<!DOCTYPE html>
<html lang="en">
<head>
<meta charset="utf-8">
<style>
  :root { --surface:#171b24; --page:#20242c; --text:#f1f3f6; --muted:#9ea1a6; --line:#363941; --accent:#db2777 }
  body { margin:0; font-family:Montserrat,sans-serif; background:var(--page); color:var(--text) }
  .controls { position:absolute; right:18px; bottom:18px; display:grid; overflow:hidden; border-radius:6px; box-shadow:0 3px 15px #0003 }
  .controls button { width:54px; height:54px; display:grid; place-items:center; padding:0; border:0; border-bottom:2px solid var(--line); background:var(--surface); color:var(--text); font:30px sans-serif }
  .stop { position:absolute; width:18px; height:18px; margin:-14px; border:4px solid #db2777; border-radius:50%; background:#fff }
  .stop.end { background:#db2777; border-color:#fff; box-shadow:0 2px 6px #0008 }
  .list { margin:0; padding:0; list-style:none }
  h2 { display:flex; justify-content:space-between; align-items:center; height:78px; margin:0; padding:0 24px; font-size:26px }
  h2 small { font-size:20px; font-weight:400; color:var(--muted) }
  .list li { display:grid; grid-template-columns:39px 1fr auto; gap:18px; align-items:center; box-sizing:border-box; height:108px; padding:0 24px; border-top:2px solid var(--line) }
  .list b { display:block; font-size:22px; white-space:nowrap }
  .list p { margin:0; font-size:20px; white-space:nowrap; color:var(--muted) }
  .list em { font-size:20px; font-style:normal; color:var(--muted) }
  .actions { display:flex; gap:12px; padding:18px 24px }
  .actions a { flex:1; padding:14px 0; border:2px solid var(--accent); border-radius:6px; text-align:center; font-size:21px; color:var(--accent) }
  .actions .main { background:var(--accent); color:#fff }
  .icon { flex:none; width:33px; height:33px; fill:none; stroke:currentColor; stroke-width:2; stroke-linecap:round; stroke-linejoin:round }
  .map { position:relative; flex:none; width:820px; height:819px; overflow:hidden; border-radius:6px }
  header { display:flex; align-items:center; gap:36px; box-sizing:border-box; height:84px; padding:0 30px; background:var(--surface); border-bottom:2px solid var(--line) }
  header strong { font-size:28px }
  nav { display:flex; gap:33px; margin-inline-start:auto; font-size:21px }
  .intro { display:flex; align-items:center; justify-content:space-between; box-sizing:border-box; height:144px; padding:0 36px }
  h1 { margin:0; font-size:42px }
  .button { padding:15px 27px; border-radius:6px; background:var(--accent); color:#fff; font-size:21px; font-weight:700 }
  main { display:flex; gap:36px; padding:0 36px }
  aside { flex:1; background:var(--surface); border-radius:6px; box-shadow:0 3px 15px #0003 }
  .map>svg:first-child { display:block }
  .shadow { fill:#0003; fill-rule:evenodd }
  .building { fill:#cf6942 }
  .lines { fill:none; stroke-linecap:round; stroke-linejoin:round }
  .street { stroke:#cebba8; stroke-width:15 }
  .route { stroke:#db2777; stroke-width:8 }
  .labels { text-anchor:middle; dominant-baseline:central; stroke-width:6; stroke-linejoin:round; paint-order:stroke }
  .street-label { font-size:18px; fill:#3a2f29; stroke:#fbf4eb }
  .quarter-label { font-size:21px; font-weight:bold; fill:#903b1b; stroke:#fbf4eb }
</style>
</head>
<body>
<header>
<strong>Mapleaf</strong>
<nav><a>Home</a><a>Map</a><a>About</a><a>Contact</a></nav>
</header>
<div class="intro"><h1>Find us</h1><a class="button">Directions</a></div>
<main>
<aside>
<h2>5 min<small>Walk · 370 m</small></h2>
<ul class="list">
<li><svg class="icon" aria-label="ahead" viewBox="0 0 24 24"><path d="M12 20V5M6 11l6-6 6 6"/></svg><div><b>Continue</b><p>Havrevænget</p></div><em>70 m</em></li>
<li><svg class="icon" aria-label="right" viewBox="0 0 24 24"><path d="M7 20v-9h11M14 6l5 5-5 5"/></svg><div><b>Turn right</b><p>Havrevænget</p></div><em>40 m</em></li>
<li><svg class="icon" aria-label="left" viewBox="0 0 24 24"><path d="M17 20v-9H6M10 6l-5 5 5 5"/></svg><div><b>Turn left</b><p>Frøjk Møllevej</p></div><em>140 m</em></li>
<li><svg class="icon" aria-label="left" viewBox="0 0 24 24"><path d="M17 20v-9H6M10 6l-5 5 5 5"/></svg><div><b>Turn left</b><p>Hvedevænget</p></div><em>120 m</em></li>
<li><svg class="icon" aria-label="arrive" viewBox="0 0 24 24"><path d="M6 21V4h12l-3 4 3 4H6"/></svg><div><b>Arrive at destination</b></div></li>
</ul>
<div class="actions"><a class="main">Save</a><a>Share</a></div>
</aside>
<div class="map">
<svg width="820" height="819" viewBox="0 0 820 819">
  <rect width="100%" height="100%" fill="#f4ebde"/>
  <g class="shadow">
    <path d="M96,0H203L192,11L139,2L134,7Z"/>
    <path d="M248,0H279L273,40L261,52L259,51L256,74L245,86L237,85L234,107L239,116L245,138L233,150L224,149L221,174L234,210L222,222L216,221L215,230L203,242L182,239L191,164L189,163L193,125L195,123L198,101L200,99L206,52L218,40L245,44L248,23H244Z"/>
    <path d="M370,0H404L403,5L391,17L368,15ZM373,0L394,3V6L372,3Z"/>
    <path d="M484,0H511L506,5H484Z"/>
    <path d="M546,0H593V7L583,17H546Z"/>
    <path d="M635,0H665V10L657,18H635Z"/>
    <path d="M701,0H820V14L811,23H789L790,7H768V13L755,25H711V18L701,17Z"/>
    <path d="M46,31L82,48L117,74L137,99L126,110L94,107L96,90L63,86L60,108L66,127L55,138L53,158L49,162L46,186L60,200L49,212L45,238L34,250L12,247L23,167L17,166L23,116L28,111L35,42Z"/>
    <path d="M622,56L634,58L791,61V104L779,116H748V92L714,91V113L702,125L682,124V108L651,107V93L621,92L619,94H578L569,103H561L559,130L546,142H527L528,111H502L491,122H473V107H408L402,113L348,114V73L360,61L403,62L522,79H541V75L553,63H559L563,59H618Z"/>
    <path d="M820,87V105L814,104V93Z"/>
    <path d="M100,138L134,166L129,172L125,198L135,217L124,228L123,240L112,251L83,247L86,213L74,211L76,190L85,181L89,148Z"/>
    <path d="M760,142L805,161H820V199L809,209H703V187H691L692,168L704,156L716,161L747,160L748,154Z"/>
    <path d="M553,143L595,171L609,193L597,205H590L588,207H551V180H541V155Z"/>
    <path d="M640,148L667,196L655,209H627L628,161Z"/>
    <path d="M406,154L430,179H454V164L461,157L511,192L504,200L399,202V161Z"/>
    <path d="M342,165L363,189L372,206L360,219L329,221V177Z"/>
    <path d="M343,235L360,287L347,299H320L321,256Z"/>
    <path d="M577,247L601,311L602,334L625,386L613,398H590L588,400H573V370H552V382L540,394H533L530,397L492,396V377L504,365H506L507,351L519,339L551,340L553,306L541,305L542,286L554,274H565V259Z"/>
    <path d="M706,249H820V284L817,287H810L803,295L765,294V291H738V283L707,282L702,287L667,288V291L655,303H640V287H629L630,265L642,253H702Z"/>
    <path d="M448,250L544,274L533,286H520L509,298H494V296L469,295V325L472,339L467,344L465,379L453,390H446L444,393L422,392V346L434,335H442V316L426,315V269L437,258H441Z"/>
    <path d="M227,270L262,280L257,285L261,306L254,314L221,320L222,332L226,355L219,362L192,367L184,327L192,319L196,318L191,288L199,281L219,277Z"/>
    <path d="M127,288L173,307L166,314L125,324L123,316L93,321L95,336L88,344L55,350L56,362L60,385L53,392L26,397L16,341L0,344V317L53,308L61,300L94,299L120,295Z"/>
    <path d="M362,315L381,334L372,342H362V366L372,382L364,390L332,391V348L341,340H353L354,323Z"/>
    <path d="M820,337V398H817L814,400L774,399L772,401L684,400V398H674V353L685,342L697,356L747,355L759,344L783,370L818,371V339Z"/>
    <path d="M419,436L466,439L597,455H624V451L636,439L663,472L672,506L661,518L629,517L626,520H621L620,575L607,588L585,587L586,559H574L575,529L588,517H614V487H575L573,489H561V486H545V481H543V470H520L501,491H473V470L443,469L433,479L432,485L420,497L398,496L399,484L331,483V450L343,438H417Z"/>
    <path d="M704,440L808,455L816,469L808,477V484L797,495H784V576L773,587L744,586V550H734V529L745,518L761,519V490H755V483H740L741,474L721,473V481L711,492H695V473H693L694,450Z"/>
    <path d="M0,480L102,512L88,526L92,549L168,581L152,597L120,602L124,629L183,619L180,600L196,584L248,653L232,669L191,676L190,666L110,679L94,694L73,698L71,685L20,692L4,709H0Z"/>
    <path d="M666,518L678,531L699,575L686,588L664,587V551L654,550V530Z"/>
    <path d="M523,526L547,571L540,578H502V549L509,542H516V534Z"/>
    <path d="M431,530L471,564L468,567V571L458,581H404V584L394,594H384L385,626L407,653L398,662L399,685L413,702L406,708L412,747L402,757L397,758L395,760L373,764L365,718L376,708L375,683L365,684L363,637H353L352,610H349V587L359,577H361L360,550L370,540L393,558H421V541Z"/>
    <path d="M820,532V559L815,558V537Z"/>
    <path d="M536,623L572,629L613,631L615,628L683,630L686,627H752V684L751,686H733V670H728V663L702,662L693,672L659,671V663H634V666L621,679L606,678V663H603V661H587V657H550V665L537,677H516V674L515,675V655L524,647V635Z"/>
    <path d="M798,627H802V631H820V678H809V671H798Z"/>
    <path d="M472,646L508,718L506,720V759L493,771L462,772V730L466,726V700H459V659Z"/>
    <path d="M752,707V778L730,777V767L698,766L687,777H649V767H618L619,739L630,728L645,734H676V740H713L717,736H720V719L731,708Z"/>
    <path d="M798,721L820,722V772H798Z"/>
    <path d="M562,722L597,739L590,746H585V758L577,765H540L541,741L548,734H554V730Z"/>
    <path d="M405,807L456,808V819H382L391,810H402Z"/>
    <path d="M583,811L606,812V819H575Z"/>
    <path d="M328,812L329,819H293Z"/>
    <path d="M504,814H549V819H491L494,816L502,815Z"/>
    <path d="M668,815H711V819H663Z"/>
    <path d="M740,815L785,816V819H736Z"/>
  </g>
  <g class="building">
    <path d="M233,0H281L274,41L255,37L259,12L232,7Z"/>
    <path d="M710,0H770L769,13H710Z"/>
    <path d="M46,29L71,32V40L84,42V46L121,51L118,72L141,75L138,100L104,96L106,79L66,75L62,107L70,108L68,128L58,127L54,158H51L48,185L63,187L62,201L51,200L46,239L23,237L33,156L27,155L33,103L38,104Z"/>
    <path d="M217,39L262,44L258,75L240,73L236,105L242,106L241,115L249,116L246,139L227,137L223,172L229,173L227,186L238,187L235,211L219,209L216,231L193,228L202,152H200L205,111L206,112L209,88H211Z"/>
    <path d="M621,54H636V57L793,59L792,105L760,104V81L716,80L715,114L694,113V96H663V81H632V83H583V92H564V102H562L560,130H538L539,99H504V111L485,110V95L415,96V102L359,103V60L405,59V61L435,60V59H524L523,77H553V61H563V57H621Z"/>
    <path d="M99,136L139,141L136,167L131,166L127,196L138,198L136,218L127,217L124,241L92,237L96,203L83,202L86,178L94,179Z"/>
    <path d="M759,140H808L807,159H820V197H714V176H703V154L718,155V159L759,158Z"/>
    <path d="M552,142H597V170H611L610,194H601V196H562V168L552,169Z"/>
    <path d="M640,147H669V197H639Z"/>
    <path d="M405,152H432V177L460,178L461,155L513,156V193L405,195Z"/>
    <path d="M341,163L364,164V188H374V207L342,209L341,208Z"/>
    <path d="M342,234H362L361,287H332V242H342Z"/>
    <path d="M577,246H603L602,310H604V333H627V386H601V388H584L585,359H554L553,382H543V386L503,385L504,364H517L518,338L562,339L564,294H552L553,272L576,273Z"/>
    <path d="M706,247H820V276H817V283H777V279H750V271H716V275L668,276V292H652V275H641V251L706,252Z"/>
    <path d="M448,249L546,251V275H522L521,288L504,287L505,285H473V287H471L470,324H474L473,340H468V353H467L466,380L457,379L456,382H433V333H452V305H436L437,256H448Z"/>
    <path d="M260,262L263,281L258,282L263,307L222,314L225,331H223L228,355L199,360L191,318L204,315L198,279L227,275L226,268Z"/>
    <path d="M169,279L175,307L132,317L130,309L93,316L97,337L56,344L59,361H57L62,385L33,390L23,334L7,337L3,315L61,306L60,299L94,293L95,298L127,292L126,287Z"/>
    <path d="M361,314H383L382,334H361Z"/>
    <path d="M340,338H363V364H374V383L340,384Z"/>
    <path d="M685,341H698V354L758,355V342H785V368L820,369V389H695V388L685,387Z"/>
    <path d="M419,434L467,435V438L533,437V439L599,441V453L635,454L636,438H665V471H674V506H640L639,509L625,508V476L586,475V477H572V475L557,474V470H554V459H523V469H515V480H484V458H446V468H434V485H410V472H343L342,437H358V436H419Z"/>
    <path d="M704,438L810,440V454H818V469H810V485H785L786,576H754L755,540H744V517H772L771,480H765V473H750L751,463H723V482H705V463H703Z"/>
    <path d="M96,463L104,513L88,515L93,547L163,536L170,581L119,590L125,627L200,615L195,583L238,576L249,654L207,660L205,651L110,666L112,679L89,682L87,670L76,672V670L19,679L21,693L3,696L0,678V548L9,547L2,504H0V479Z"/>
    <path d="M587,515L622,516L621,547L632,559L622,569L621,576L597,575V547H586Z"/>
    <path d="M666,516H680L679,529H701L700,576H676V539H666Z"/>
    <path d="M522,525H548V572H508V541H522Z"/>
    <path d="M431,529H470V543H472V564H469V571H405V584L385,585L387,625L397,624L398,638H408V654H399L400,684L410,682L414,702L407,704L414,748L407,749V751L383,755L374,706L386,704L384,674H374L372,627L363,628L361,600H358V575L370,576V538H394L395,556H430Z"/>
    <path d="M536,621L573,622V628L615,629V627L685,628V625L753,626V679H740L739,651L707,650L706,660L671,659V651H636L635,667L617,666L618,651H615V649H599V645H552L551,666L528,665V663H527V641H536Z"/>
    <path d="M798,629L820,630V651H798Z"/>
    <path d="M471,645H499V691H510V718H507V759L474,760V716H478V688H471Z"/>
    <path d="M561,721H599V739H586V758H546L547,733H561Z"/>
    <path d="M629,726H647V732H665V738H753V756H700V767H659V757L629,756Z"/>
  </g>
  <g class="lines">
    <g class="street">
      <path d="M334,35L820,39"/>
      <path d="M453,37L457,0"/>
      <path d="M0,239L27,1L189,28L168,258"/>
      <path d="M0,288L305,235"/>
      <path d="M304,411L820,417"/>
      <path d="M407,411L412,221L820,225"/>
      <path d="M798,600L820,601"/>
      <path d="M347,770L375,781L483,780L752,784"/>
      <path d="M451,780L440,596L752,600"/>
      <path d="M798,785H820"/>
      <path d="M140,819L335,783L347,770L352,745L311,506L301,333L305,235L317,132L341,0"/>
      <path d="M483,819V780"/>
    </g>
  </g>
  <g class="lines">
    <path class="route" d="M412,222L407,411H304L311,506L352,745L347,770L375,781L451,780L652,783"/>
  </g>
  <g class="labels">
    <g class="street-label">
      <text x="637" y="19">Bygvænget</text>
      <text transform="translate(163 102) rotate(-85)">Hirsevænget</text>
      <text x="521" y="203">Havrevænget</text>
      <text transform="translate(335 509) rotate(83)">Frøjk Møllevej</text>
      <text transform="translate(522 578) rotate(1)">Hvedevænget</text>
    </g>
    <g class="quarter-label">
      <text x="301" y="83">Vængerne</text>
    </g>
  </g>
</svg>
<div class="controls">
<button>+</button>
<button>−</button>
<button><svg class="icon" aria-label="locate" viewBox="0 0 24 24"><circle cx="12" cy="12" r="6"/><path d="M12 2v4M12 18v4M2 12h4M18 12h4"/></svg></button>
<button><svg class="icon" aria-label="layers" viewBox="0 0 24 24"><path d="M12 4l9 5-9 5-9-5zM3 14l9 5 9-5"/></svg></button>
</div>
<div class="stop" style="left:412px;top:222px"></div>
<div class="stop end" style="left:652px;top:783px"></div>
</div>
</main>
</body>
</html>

_ _ _

* What to do:
Return only the count of lines in the records that hold the word "sans".

* Exercise solution:
2